▸ WHAT YOU ARE ASKED TO DO:
Please give an exact printout of the records, without any pictures.

##### EXCERPTED RECORDS

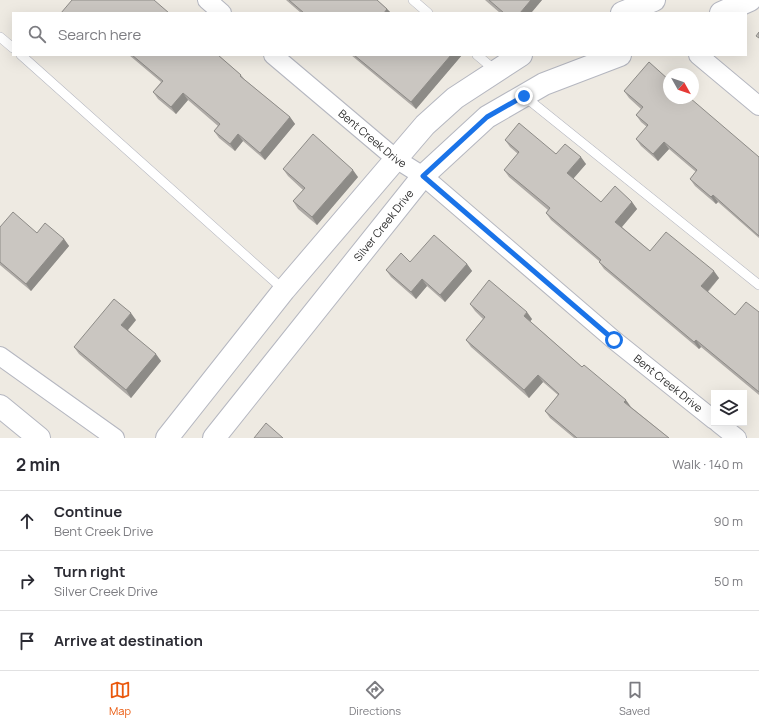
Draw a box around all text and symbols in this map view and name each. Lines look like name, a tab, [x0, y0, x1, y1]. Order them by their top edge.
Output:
search box	[12, 12, 747, 56]
icon: search	[26, 23, 48, 45]
text: Search here	[58, 24, 141, 45]
north arrow	[663, 68, 699, 104]
route end	[515, 87, 533, 105]
street label: Bent Creek Drive	[336, 106, 410, 171]
street label: Silver Creek Drive	[350, 186, 417, 264]
route start	[605, 331, 623, 349]
street label: Bent Creek Drive	[631, 351, 706, 415]
map controls	[711, 390, 747, 426]
button: layers	[711, 390, 747, 426]
text: 2 min	[16, 453, 60, 476]
text: Walk · 140 m	[672, 455, 743, 473]
text: Continue	[54, 501, 122, 522]
icon: ahead	[16, 510, 38, 532]
text: 90 m	[713, 512, 743, 530]
text: Bent Creek Drive	[54, 522, 153, 540]
text: Turn right	[54, 561, 125, 582]
icon: right	[16, 570, 38, 592]
text: 50 m	[714, 572, 743, 590]
text: Silver Creek Drive	[54, 582, 158, 600]
icon: arrive	[16, 630, 38, 652]
text: Arrive at destination	[54, 630, 203, 651]
tab: Map	[109, 679, 131, 718]
tab: Directions	[349, 679, 401, 718]
tab: Saved	[619, 679, 650, 718]

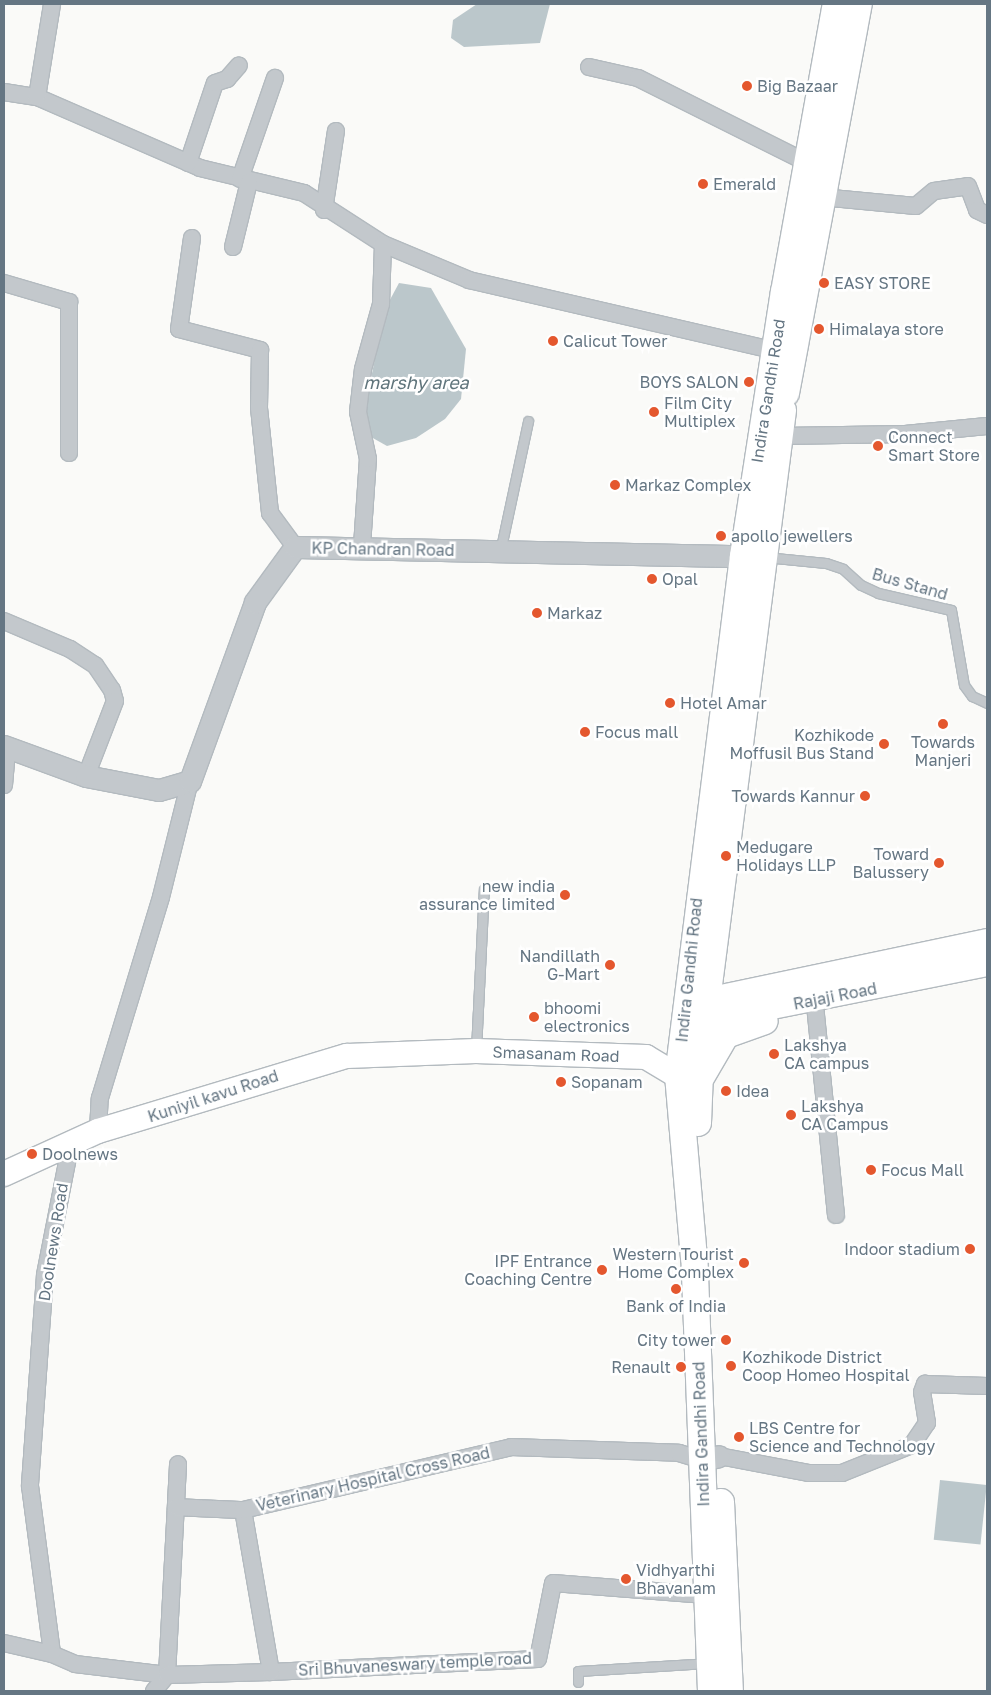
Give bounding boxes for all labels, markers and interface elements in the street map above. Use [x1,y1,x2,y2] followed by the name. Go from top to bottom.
[757,76,838,96] place label: Big Bazaar
[741,80,753,92] marker: Big Bazaar
[713,174,776,194] place label: Emerald
[697,178,709,190] marker: Emerald
[834,273,931,293] place label: EASY STORE
[818,277,830,289] marker: EASY STORE
[747,318,789,464] street label: Indira Gandhi Road
[829,319,944,339] place label: Himalaya store
[813,323,825,335] marker: Himalaya store
[563,331,667,351] place label: Calicut Tower
[547,335,559,347] marker: Calicut Tower
[363,371,469,393] water label: marshy area
[640,372,739,392] place label: BOYS SALON
[743,376,755,388] marker: BOYS SALON
[664,393,735,431] place label: Film City Multiplex
[648,406,660,418] marker: Film City Multiplex
[888,427,980,465] place label: Connect Smart Store
[872,440,884,452] marker: Connect Smart Store
[625,475,751,495] place label: Markaz Complex
[609,479,621,491] marker: Markaz Complex
[731,526,853,546] place label: apollo jewellers
[715,530,727,542] marker: apollo jewellers
[311,538,455,560] street label: KP Chandran Road
[870,564,950,604] street label: Bus Stand
[662,569,698,589] place label: Opal
[646,573,658,585] marker: Opal
[547,603,602,623] place label: Markaz
[531,607,543,619] marker: Markaz
[680,693,767,713] place label: Hotel Amar
[664,697,676,709] marker: Hotel Amar
[937,718,949,730] marker: Towards Manjeri
[595,722,678,742] place label: Focus mall
[729,725,874,763] place label: Kozhikode Moffusil Bus Stand
[579,726,591,738] marker: Focus mall
[911,732,975,770] place label: Towards Manjeri
[878,738,890,750] marker: Kozhikode Moffusil Bus Stand
[731,786,855,806] place label: Towards Kannur
[859,790,871,802] marker: Towards Kannur
[736,837,836,875] place label: Medugare Holidays LLP
[853,844,929,882] place label: Toward Balussery
[720,850,732,862] marker: Medugare Holidays LLP
[933,857,945,869] marker: Toward Balussery
[419,876,555,914] place label: new india assurance limited
[559,889,571,901] marker: new india assurance limited
[672,897,706,1043] street label: Indira Gandhi Road
[519,946,600,984] place label: Nandillath G-Mart
[604,959,616,971] marker: Nandillath G-Mart
[792,978,878,1014] street label: Rajaji Road
[544,998,630,1036] place label: bhoomi electronics
[528,1011,540,1023] marker: bhoomi electronics
[784,1035,869,1073] place label: Lakshya CA campus
[492,1042,620,1066] street label: Smasanam Road
[768,1048,780,1060] marker: Lakshya CA campus
[145,1066,281,1126] street label: Kuniyil kavu Road
[571,1072,643,1092] place label: Sopanam
[555,1076,567,1088] marker: Sopanam
[736,1081,769,1101] place label: Idea
[720,1085,732,1097] marker: Idea
[801,1096,888,1134] place label: Lakshya CA Campus
[785,1109,797,1121] marker: Lakshya CA Campus
[42,1144,118,1164] place label: Doolnews
[26,1148,38,1160] marker: Doolnews
[881,1160,964,1180] place label: Focus Mall
[865,1164,877,1176] marker: Focus Mall
[34,1182,72,1302] street label: Doolnews Road
[844,1239,960,1259] place label: Indoor stadium
[964,1243,976,1255] marker: Indoor stadium
[613,1244,734,1282] place label: Western Tourist Home Complex
[464,1251,592,1289] place label: IPF Entrance Coaching Centre
[738,1257,750,1269] marker: Western Tourist Home Complex
[596,1264,608,1276] marker: IPF Entrance Coaching Centre
[670,1283,682,1295] marker: Bank of India
[626,1296,726,1316] place label: Bank of India
[637,1330,716,1350] place label: City tower
[720,1334,732,1346] marker: City tower
[742,1347,910,1385] place label: Kozhikode District Coop Homeo Hospital
[611,1357,671,1377] place label: Renault
[724,1359,738,1373] marker: Kozhikode District Coop Homeo Hospital
[675,1361,687,1373] marker: Renault
[689,1361,713,1507] street label: Indira Gandhi Road
[749,1418,935,1456] place label: LBS Centre for Science and Technology
[733,1431,745,1443] marker: LBS Centre for Science and Technology
[254,1443,492,1515] street label: Veterinary Hospital Cross Road
[636,1560,716,1598] place label: Vidhyarthi Bhavanam
[620,1573,632,1585] marker: Vidhyarthi Bhavanam
[298,1648,532,1680] street label: Sri Bhuvaneswary temple road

##########

▸ ANSWER FOR THE TASK:
Draw a box around all text and symbols in this map view and name each. Lines look like name, a tab, [x0, y0, x1, y1]. Order them by their top edge.
Output:
search box	[12, 12, 747, 56]
icon: search	[26, 23, 48, 45]
text: Search here	[58, 24, 141, 45]
north arrow	[663, 68, 699, 104]
route end	[515, 87, 533, 105]
street label: Bent Creek Drive	[336, 106, 410, 171]
street label: Silver Creek Drive	[350, 186, 417, 264]
route start	[605, 331, 623, 349]
street label: Bent Creek Drive	[631, 351, 706, 415]
map controls	[711, 390, 747, 426]
button: layers	[711, 390, 747, 426]
text: 2 min	[16, 453, 60, 476]
text: Walk · 140 m	[672, 455, 743, 473]
text: Continue	[54, 501, 122, 522]
icon: ahead	[16, 510, 38, 532]
text: 90 m	[713, 512, 743, 530]
text: Bent Creek Drive	[54, 522, 153, 540]
text: Turn right	[54, 561, 125, 582]
icon: right	[16, 570, 38, 592]
text: 50 m	[714, 572, 743, 590]
text: Silver Creek Drive	[54, 582, 158, 600]
icon: arrive	[16, 630, 38, 652]
text: Arrive at destination	[54, 630, 203, 651]
tab: Map	[109, 679, 131, 718]
tab: Directions	[349, 679, 401, 718]
tab: Saved	[619, 679, 650, 718]

Give bounding boxes for all labels, markers and interface elements in the street map above. Use [x1,y1,x2,y2] followed by the name. Go from top to bottom.
[757,76,838,96] place label: Big Bazaar
[741,80,753,92] marker: Big Bazaar
[713,174,776,194] place label: Emerald
[697,178,709,190] marker: Emerald
[834,273,931,293] place label: EASY STORE
[818,277,830,289] marker: EASY STORE
[747,318,789,464] street label: Indira Gandhi Road
[829,319,944,339] place label: Himalaya store
[813,323,825,335] marker: Himalaya store
[563,331,667,351] place label: Calicut Tower
[547,335,559,347] marker: Calicut Tower
[363,371,469,393] water label: marshy area
[640,372,739,392] place label: BOYS SALON
[743,376,755,388] marker: BOYS SALON
[664,393,735,431] place label: Film City Multiplex
[648,406,660,418] marker: Film City Multiplex
[888,427,980,465] place label: Connect Smart Store
[872,440,884,452] marker: Connect Smart Store
[625,475,751,495] place label: Markaz Complex
[609,479,621,491] marker: Markaz Complex
[731,526,853,546] place label: apollo jewellers
[715,530,727,542] marker: apollo jewellers
[311,538,455,560] street label: KP Chandran Road
[870,564,950,604] street label: Bus Stand
[662,569,698,589] place label: Opal
[646,573,658,585] marker: Opal
[547,603,602,623] place label: Markaz
[531,607,543,619] marker: Markaz
[680,693,767,713] place label: Hotel Amar
[664,697,676,709] marker: Hotel Amar
[937,718,949,730] marker: Towards Manjeri
[595,722,678,742] place label: Focus mall
[729,725,874,763] place label: Kozhikode Moffusil Bus Stand
[579,726,591,738] marker: Focus mall
[911,732,975,770] place label: Towards Manjeri
[878,738,890,750] marker: Kozhikode Moffusil Bus Stand
[731,786,855,806] place label: Towards Kannur
[859,790,871,802] marker: Towards Kannur
[736,837,836,875] place label: Medugare Holidays LLP
[853,844,929,882] place label: Toward Balussery
[720,850,732,862] marker: Medugare Holidays LLP
[933,857,945,869] marker: Toward Balussery
[419,876,555,914] place label: new india assurance limited
[559,889,571,901] marker: new india assurance limited
[672,897,706,1043] street label: Indira Gandhi Road
[519,946,600,984] place label: Nandillath G-Mart
[604,959,616,971] marker: Nandillath G-Mart
[792,978,878,1014] street label: Rajaji Road
[544,998,630,1036] place label: bhoomi electronics
[528,1011,540,1023] marker: bhoomi electronics
[784,1035,869,1073] place label: Lakshya CA campus
[492,1042,620,1066] street label: Smasanam Road
[768,1048,780,1060] marker: Lakshya CA campus
[145,1066,281,1126] street label: Kuniyil kavu Road
[571,1072,643,1092] place label: Sopanam
[555,1076,567,1088] marker: Sopanam
[736,1081,769,1101] place label: Idea
[720,1085,732,1097] marker: Idea
[801,1096,888,1134] place label: Lakshya CA Campus
[785,1109,797,1121] marker: Lakshya CA Campus
[42,1144,118,1164] place label: Doolnews
[26,1148,38,1160] marker: Doolnews
[881,1160,964,1180] place label: Focus Mall
[865,1164,877,1176] marker: Focus Mall
[34,1182,72,1302] street label: Doolnews Road
[844,1239,960,1259] place label: Indoor stadium
[964,1243,976,1255] marker: Indoor stadium
[613,1244,734,1282] place label: Western Tourist Home Complex
[464,1251,592,1289] place label: IPF Entrance Coaching Centre
[738,1257,750,1269] marker: Western Tourist Home Complex
[596,1264,608,1276] marker: IPF Entrance Coaching Centre
[670,1283,682,1295] marker: Bank of India
[626,1296,726,1316] place label: Bank of India
[637,1330,716,1350] place label: City tower
[720,1334,732,1346] marker: City tower
[742,1347,910,1385] place label: Kozhikode District Coop Homeo Hospital
[611,1357,671,1377] place label: Renault
[724,1359,738,1373] marker: Kozhikode District Coop Homeo Hospital
[675,1361,687,1373] marker: Renault
[689,1361,713,1507] street label: Indira Gandhi Road
[749,1418,935,1456] place label: LBS Centre for Science and Technology
[733,1431,745,1443] marker: LBS Centre for Science and Technology
[254,1443,492,1515] street label: Veterinary Hospital Cross Road
[636,1560,716,1598] place label: Vidhyarthi Bhavanam
[620,1573,632,1585] marker: Vidhyarthi Bhavanam
[298,1648,532,1680] street label: Sri Bhuvaneswary temple road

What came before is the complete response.